Desde o dia 1 de janeiro e até ao dia de hoje, 25 de março, fiz-me à corrida 12 míseras vezes (1 treino em Março!)...

Mas o Monsaraz Natur Trail é daquelas provas que não se falham e com um simpático convite dos Piranhas do Alqueva para me associar como embaixadora à prova... nem que chovessem picaretas, tinha que ir.

A prova de 12km era duuuuuuuuura! Um sobe e desce impiedoso, muita lama, muita pedra, muito socalco, durinho, durinho.

Ao contrário das outras edições, este ano o início e o fim da prova estavam instalados no Castelo de Monsaraz, mais um ponto a favor de uma prova cuja paisagem não tem igual aqui por estas bandas.

As marcações, a organização, os voluntários, os abastecimentos, tudo preparado ao mais infímo detalhe. Com o cuidado e o carinho de quem quer bem a quem ali vai.

Posto isto resta-me dar os parabéns aos Piranhas e renovar o meu agradecimento, por um lado pela oportunidade de ser uma das caras de uma prova que levo no coração e por outro lado pelo empenho com que a organizam, e que ajuda claramente a subir o nível do trail que se organiza no Alentejo.

Quanto a mim... bem...

Algum dia tinha de ser o dia! Algum dia tinha que me calhar não me sentir em condições de me superar. E assim sendo, deu para tudo. Para desfrutar da paisagem, para tirar fotos, fazer vídeos, conversar com os companheiros do caminho... acabou por ser uma nova experiência nas distâncias curtas.

Meti a teste uns óculos para ver se resolvo o meu problema de lágrimas em prova (deixo de ver!) e, se não foi só coincidência, parece ter resultado.

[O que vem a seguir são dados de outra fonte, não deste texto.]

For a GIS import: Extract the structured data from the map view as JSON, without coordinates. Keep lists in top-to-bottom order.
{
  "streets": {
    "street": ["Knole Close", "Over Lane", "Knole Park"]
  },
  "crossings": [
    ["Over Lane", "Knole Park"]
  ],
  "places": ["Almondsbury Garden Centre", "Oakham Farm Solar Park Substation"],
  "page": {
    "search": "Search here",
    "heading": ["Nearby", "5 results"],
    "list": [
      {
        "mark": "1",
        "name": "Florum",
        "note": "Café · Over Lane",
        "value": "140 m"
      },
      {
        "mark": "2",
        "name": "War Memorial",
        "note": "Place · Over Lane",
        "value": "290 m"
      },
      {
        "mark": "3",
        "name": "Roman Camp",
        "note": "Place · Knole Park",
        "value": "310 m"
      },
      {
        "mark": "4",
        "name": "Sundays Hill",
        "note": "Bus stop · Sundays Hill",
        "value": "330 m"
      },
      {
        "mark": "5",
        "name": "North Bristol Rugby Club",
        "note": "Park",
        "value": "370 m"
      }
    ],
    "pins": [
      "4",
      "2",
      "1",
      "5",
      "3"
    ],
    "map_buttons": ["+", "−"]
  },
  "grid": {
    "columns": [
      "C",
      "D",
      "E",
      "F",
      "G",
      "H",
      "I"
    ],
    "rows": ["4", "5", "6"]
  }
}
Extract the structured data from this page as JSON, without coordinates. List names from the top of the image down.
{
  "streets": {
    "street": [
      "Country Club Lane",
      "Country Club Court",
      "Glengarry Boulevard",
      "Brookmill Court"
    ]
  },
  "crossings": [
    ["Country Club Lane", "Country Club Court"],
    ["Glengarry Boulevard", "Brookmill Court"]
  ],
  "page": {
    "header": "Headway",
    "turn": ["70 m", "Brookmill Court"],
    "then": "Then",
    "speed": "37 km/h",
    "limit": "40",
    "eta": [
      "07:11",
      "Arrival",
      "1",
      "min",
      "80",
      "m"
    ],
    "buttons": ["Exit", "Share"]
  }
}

Por outro lado voltei a cair em prova, baaaaaahhhhh... Já tinha saudades de me esbardalhar. Pontapé numa pedra e... pumba! Parecia uma tartaruga ninja enrolada pelo chão antes do salto para kick rotativo no ar. Apesar de tudo não me magoei, o impacto foi com as mãos e levava as minhas ricas luvas "ampara-quedas". A companhia da minha equipa, rever companheiros de andanças, conhecer malta nova e... cerveja no final porque tudo está bem, quando acaba bem!